Letter to the Editor | Wednesday, September 3, 2008

Recently, I had to write a substantial amount of my own money over to the University, and now feel entitled to complain about different objects that the University spends its money on.

I presently live on campus, so I am forced to have a meal plan. The way the meal plan is set up for those on campus, as everyone knows, is a single, large, lump sum payment for 14 meals a week with flex points or 21 meals a week. It may seem like a minor and inconsequential item to complain about, but I feel it is representative about how the University spends much of its money on frivolous efforts.

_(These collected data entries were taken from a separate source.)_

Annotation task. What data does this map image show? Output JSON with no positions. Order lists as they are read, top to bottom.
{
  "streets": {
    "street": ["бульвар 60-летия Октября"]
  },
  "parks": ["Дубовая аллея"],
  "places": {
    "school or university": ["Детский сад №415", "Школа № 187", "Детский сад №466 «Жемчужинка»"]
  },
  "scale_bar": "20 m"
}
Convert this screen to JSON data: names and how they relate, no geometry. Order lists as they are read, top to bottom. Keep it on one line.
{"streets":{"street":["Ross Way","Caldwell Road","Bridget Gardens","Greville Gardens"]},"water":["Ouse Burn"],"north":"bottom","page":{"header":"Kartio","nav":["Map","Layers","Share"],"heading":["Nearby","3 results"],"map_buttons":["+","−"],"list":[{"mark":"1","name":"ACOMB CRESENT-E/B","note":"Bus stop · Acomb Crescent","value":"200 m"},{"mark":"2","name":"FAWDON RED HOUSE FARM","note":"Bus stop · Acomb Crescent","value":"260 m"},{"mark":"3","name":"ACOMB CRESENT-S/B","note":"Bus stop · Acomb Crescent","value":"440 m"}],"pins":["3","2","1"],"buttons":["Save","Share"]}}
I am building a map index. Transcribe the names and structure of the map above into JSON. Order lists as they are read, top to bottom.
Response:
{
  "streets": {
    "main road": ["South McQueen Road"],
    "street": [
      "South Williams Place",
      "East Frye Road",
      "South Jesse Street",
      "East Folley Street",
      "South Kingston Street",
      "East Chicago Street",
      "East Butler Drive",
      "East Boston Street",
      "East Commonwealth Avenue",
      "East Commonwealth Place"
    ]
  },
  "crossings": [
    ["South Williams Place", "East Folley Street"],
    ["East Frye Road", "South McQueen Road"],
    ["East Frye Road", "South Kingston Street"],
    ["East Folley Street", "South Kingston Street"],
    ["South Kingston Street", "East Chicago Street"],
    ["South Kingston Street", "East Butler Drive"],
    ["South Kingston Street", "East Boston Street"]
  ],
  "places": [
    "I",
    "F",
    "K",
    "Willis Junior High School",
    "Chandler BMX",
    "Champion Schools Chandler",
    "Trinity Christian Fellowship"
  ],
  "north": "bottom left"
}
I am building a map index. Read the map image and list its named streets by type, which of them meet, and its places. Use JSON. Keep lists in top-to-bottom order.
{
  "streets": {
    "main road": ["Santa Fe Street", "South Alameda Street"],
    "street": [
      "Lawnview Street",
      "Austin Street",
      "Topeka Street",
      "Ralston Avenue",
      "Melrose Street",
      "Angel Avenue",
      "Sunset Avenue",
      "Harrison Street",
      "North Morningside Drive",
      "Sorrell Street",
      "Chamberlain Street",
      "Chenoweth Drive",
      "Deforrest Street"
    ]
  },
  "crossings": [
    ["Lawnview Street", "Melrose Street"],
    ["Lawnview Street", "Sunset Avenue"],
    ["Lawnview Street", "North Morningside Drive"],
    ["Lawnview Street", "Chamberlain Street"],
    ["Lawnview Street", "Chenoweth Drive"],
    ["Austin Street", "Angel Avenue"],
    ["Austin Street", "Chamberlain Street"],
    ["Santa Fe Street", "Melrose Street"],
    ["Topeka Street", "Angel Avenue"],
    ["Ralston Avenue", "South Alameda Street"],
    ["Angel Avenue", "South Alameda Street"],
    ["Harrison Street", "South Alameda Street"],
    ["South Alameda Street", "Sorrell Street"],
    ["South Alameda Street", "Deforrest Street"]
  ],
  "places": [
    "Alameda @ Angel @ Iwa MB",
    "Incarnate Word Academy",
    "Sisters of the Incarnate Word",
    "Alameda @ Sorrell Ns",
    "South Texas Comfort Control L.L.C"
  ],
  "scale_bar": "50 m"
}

I am speaking about fair trade coffee being bought at the dining hall. I am not going to argue the costs and benefits of free trade versus fair trade coffee efforts, but feel free to assume that the cost of free trade is less than the cost of fair trade coffee. I do not drink coffee, but do know that the difference in product is negligible, so it is not similar to skimping on different health standards for other items.

The biggest problem I have with this policy is that an interest group is able to spend other people’s money on their own ethical qualms. As stated earlier, I do not drink coffee, yet I am in essence subsidizing people’s conscience. If I did drink coffee (and I am suggesting this exact alternative), two pots next to each other would be satisfactory. One would be free trade which would have the cost paid for by the meal plan. The other pot would be the fair trade coffee that would have some cost involved in it, which would equal the difference in price to the consumer. The amount of the price difference is not significant, it could be $0.25, $0.10, $0.05 or any amount of money. What is important is that those with ethical issues with free trade coffee would be able to buy their fair trade coffee, without impeding on the price of those without the same set of ethics.

This way people can make their own informed decisions about what coffee they choose, and that those who are more concerned with price are able to not be forced to subsidize others’ conscience.

Purchasing various goods with a set of particular ethics and ethical results is a very important aspect of consumerism, but holding others hostage to your own set of values by making them supplement your conscience is entirely irresponsible and an atrocious way to show people the true consequences of their choices. Instead of having to pay the extra money to purchase goods that satisfy their own particular set of values, the money is passed off onto the greater good. Please lend this recommendation your attention and concern.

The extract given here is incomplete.